Records supplied below:

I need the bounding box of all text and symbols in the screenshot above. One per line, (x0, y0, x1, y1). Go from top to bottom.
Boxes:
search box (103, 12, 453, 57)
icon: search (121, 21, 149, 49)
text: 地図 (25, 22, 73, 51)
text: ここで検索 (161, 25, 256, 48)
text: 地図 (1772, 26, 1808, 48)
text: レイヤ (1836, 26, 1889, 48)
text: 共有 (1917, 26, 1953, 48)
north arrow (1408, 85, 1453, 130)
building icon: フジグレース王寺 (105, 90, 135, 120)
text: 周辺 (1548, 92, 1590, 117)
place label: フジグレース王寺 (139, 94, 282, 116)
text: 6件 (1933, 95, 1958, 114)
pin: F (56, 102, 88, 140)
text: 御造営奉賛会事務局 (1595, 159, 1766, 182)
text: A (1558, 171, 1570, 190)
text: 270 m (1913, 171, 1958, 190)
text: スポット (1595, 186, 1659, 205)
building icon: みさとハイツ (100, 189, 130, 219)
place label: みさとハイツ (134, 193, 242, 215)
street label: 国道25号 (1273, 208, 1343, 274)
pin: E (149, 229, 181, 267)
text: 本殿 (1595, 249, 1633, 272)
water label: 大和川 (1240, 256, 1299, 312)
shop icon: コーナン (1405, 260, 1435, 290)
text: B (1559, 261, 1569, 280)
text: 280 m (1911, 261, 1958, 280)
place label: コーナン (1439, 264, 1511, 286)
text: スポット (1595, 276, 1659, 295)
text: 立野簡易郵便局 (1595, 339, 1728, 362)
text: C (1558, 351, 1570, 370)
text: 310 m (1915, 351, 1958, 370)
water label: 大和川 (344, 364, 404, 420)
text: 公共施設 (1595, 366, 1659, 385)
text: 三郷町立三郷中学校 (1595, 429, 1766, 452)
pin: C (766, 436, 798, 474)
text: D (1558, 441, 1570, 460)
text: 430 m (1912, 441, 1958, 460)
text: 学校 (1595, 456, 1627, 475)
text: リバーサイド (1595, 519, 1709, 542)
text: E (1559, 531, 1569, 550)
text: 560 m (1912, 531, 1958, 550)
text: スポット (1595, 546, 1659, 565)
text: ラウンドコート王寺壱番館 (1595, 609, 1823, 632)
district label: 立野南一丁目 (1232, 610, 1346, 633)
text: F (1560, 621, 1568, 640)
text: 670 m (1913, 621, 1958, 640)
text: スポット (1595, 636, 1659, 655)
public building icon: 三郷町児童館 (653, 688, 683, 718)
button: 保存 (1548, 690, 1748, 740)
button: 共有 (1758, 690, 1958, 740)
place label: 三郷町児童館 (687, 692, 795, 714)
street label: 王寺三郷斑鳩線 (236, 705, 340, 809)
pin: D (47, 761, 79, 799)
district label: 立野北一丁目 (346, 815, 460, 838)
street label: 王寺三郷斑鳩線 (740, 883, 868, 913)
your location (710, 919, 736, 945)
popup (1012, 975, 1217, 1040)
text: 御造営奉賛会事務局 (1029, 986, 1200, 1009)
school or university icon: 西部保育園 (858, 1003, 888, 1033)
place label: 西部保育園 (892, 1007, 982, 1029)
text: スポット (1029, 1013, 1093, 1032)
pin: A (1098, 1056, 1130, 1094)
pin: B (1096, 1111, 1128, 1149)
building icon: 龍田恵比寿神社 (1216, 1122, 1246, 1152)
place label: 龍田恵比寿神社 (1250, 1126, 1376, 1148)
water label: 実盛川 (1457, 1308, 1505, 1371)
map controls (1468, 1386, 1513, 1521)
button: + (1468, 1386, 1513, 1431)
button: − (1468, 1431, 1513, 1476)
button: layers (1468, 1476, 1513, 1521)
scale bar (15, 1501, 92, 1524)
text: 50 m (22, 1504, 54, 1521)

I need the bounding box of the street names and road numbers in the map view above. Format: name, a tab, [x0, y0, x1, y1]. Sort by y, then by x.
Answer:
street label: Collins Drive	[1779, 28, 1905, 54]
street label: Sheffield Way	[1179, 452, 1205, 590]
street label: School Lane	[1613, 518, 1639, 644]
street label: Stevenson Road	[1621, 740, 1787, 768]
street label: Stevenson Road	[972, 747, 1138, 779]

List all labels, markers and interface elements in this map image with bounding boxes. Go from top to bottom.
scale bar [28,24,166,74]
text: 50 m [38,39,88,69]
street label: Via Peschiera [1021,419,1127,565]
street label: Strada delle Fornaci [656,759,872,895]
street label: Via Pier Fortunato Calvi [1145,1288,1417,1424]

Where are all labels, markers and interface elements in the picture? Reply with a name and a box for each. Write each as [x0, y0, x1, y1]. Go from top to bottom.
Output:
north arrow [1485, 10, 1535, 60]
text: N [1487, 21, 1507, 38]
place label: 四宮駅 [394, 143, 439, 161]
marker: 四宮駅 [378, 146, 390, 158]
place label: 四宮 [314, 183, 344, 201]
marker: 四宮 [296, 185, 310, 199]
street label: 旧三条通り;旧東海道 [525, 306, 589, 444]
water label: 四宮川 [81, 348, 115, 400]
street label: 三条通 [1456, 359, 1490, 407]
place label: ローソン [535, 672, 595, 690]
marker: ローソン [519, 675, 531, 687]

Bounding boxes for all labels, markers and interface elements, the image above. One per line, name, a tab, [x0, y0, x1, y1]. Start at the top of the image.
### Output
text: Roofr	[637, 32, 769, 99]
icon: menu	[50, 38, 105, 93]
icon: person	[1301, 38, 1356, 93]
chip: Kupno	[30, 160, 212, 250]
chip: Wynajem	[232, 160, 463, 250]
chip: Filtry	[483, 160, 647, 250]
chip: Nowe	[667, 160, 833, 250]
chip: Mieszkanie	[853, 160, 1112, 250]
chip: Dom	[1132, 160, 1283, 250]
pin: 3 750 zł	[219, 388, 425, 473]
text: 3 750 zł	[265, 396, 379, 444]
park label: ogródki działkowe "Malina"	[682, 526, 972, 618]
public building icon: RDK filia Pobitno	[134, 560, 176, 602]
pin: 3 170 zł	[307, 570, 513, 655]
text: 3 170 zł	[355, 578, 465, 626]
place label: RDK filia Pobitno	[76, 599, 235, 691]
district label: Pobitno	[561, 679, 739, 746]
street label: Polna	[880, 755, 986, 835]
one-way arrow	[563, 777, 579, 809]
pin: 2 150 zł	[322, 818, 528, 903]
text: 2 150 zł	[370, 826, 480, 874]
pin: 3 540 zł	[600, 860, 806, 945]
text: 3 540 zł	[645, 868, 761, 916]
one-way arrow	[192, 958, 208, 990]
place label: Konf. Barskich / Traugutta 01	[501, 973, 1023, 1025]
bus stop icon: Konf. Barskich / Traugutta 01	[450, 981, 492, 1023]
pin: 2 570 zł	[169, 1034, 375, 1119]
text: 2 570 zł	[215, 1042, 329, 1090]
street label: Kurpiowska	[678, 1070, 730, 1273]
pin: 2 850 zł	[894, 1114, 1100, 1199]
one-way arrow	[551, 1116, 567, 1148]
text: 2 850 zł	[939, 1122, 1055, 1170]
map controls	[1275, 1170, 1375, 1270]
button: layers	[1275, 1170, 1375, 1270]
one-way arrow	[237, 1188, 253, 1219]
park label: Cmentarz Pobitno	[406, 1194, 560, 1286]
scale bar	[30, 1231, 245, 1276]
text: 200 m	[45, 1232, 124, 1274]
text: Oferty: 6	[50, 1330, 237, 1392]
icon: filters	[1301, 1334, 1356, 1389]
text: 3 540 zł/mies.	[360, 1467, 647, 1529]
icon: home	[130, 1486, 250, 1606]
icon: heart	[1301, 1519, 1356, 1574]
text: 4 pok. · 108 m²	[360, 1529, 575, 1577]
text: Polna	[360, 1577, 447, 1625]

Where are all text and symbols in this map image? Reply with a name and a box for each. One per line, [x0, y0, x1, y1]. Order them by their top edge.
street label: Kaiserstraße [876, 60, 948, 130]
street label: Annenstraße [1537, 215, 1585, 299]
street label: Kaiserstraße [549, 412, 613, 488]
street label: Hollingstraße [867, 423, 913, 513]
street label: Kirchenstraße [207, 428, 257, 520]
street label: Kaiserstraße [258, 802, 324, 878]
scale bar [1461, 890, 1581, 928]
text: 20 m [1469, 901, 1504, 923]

End of Records supplied.

* **Task to carry out**
Match on "bottom" and copy out every line of the entries that contains it.

* **Solution to the problem**
I need the bounding box of all text and symbols in the screenshot above. One per line, (x0, y0, x1, y1). Go from top to bottom.
List all labels, markers and interface elements in this map image with bounding boxes. Go from top to bottom.
Where are all labels, markers and interface elements in the picture? Reply with a name and a box for each. Write each as [x0, y0, x1, y1]. Go from top to bottom.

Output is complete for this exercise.